● **TASK ITEM**
In the entries that follow, find the line containing "fill:#bbcac4; stroke:#b8c9c2; stroke-width:2"; from there, copy every line exactly through the line containing "text-anchor:middle; stroke-width:8; stroke-linejoin:round;".

Extracted data entries:

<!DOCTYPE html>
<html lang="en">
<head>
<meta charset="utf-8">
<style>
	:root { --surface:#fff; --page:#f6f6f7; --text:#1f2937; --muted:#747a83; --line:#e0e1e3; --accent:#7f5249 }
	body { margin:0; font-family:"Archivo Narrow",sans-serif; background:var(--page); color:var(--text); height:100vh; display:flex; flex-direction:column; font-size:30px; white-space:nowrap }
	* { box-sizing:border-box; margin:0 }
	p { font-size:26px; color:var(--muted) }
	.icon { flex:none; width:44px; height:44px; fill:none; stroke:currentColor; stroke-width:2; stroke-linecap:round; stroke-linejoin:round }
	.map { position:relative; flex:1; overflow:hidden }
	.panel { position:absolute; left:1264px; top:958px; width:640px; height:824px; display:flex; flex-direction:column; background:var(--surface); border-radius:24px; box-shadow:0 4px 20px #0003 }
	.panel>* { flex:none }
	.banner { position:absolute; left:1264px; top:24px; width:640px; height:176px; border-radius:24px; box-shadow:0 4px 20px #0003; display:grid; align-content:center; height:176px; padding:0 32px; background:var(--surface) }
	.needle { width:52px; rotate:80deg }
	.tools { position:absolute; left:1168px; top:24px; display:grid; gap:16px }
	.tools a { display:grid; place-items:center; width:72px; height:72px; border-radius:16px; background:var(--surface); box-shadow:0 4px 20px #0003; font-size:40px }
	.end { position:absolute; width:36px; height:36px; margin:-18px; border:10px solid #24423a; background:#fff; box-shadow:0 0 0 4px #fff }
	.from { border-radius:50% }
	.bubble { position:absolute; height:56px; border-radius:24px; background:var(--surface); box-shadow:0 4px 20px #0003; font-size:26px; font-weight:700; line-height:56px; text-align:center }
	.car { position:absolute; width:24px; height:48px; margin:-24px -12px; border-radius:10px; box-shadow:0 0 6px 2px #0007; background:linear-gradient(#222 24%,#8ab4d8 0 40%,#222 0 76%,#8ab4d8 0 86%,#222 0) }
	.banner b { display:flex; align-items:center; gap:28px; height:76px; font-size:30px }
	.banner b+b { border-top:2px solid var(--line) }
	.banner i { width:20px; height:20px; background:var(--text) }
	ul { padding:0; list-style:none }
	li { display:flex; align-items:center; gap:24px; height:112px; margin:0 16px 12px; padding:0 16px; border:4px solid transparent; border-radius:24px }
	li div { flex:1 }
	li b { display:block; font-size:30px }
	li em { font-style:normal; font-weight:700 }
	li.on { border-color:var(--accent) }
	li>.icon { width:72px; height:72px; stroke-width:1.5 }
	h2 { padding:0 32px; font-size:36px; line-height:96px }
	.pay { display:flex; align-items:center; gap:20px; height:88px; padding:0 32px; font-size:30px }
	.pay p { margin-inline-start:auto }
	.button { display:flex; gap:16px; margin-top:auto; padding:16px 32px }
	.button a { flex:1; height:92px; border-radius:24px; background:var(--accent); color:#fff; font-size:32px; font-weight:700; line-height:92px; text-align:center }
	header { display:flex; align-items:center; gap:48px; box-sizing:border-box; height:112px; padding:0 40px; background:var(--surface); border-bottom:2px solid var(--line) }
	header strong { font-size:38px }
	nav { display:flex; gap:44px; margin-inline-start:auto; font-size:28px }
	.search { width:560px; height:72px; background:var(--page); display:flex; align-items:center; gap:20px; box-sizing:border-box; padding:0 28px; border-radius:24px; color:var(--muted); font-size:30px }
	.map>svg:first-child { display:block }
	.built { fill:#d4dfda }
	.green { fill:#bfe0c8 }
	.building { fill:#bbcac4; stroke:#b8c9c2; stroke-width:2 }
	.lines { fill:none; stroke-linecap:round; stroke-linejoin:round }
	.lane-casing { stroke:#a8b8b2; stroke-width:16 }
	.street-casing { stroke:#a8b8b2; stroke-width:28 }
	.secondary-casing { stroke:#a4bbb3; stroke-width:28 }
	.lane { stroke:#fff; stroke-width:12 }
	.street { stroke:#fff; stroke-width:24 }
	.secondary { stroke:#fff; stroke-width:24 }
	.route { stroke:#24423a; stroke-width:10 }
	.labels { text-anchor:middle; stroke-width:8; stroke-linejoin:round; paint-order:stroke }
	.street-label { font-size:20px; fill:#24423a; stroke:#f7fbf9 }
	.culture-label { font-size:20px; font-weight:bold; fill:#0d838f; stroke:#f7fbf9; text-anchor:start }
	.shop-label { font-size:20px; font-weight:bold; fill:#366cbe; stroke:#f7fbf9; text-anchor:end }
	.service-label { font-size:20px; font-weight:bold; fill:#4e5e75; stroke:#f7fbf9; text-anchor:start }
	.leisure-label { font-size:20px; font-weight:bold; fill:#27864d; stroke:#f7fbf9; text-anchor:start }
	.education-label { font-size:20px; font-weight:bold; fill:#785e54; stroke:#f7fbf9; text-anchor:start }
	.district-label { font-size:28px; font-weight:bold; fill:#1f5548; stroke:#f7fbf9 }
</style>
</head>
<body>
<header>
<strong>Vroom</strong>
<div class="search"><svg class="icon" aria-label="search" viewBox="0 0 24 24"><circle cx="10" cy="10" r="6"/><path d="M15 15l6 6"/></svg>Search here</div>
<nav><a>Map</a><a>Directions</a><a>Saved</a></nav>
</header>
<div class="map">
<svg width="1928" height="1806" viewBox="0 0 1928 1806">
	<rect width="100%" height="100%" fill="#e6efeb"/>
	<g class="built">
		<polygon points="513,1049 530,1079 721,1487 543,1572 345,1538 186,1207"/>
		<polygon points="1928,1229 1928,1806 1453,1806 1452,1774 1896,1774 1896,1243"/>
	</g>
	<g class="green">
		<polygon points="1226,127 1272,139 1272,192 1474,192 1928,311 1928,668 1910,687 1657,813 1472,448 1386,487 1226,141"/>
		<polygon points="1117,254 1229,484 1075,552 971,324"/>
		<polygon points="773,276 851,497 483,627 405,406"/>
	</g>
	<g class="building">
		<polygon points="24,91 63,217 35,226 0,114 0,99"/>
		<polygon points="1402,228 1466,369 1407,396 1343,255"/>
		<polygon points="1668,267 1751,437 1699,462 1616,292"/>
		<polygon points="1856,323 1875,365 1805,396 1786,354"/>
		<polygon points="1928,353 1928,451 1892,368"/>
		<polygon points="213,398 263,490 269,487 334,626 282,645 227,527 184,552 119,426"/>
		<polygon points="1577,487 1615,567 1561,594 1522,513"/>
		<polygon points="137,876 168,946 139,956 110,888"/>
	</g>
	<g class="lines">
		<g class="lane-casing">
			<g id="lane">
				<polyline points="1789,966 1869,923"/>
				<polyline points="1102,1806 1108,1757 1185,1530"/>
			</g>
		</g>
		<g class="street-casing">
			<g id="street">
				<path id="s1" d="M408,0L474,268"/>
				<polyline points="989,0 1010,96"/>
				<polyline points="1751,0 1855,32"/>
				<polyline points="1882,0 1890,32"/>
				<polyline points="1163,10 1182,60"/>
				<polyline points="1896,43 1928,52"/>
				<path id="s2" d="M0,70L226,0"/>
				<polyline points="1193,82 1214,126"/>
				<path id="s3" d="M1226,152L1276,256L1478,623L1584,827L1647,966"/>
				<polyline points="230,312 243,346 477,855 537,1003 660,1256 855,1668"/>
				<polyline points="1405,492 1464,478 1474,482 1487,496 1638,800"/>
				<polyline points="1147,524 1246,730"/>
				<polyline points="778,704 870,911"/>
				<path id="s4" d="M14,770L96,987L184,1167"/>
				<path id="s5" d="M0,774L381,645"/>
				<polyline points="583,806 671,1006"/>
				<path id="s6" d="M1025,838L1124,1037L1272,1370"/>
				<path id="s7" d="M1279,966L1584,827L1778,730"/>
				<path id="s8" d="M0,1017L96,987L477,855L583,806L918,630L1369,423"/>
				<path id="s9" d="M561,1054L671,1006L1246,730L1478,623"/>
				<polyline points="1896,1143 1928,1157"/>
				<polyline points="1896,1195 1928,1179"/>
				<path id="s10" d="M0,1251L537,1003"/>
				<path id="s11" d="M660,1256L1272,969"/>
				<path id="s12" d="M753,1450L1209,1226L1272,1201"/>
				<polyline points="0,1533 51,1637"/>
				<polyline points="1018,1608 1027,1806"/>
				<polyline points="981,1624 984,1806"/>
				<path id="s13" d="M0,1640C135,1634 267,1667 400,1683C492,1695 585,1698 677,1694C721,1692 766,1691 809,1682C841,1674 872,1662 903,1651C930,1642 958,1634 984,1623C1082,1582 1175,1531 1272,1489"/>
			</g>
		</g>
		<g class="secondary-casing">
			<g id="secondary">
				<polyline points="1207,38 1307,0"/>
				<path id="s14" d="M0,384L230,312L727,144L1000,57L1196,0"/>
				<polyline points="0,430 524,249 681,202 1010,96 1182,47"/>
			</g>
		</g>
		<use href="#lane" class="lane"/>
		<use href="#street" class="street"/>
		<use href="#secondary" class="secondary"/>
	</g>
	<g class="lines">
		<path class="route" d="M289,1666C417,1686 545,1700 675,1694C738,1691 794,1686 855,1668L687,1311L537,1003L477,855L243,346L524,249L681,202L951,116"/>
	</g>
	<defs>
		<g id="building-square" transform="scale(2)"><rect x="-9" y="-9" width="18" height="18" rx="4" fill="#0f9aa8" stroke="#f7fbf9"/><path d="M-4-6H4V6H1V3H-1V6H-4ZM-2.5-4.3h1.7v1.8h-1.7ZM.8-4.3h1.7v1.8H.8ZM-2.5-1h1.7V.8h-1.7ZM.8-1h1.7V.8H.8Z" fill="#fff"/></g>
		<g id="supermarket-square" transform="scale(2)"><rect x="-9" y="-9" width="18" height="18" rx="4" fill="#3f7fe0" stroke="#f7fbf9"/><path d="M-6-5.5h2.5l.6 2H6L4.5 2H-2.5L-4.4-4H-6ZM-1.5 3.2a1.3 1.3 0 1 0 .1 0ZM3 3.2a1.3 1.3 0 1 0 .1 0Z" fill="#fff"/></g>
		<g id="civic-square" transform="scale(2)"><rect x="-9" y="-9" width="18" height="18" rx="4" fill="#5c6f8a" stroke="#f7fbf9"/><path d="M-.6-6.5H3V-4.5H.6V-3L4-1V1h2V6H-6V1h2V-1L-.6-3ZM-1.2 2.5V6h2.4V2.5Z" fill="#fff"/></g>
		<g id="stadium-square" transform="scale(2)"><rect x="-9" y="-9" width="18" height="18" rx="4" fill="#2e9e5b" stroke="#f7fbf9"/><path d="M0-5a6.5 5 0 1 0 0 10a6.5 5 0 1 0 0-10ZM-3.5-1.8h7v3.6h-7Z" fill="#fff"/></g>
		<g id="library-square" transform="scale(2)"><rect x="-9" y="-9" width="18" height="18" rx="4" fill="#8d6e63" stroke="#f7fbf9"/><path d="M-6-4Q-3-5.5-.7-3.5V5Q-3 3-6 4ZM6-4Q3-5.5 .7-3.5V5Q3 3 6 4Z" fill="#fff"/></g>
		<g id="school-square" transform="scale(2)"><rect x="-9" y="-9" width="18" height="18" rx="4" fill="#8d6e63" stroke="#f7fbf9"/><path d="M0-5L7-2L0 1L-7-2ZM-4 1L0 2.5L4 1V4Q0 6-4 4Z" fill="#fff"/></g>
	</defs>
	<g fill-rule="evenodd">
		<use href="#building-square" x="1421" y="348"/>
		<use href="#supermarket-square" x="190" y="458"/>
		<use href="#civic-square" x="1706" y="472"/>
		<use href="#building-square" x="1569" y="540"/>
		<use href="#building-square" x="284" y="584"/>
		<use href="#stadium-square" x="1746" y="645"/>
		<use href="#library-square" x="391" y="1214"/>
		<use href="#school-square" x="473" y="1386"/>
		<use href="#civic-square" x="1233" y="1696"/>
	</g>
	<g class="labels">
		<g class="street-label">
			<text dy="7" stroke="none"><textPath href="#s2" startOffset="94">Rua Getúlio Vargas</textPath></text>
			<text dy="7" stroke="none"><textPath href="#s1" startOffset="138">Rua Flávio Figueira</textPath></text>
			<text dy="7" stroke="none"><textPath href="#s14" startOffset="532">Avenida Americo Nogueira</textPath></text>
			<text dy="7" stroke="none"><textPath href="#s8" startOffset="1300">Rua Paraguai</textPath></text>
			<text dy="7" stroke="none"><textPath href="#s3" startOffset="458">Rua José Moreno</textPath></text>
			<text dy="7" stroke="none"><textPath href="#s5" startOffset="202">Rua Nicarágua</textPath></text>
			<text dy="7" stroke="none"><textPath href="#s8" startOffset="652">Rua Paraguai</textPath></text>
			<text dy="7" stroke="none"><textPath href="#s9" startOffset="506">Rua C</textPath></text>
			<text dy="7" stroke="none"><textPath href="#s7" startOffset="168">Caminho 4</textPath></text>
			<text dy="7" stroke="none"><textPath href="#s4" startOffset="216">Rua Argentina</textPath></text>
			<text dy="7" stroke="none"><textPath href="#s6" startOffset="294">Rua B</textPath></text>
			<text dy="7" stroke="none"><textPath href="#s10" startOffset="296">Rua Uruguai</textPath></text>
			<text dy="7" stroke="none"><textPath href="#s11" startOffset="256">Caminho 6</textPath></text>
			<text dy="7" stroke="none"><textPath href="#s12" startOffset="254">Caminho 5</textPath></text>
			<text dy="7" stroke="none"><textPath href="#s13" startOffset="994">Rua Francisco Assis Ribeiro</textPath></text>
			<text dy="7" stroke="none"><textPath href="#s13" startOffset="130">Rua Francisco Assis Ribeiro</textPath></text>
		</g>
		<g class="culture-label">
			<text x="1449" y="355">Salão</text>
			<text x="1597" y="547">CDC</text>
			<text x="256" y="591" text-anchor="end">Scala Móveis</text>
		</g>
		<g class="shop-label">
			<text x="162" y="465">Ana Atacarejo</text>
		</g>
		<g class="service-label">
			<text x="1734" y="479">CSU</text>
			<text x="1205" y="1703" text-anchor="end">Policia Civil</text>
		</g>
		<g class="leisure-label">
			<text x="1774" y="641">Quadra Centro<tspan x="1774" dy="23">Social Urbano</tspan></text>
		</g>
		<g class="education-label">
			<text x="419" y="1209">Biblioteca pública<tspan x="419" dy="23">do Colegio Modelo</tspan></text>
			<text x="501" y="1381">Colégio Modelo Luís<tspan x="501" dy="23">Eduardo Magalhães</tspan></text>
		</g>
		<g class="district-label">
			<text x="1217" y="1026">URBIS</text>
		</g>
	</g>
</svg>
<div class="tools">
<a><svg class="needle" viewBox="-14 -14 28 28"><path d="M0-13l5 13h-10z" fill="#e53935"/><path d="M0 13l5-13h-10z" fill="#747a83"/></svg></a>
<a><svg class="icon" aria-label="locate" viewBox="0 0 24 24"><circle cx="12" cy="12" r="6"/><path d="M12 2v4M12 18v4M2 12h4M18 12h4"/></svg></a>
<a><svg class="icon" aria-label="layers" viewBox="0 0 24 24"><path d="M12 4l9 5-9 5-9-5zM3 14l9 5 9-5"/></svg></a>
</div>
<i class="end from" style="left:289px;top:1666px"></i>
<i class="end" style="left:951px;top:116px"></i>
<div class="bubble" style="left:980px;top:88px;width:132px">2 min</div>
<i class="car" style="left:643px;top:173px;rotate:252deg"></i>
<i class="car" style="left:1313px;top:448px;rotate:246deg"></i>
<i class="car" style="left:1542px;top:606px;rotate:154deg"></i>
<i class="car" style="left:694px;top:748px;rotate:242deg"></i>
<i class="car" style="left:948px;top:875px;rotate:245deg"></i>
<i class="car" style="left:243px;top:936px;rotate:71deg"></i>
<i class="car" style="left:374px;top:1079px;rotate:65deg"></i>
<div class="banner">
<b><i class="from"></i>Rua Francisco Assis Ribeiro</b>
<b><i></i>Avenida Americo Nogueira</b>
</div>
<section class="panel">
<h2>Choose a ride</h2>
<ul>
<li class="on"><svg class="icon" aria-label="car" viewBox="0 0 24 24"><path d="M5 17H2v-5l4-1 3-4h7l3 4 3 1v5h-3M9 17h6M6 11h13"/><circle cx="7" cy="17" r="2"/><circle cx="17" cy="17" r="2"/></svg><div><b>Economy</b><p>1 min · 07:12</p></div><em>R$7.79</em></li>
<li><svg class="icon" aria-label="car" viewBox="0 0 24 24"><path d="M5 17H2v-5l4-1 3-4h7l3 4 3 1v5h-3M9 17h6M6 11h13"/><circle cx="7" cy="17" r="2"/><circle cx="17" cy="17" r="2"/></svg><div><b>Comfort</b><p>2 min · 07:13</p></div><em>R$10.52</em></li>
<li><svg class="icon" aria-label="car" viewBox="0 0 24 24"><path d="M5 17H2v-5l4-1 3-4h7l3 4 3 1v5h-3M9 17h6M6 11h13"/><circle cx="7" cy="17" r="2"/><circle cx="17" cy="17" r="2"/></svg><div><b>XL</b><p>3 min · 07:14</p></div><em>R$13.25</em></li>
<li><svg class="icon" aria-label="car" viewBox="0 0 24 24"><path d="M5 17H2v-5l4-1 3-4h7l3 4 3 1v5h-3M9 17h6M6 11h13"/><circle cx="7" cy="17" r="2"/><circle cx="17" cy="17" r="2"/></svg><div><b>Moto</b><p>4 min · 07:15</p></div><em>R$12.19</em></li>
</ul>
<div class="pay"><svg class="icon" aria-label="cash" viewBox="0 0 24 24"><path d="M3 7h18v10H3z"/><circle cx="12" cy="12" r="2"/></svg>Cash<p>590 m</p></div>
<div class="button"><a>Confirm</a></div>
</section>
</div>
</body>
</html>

● **ANSWER TO THIS TASK**
	.building { fill:#bbcac4; stroke:#b8c9c2; stroke-width:2 }
	.lines { fill:none; stroke-linecap:round; stroke-linejoin:round }
	.lane-casing { stroke:#a8b8b2; stroke-width:16 }
	.street-casing { stroke:#a8b8b2; stroke-width:28 }
	.secondary-casing { stroke:#a4bbb3; stroke-width:28 }
	.lane { stroke:#fff; stroke-width:12 }
	.street { stroke:#fff; stroke-width:24 }
	.secondary { stroke:#fff; stroke-width:24 }
	.route { stroke:#24423a; stroke-width:10 }
	.labels { text-anchor:middle; stroke-width:8; stroke-linejoin:round; paint-order:stroke }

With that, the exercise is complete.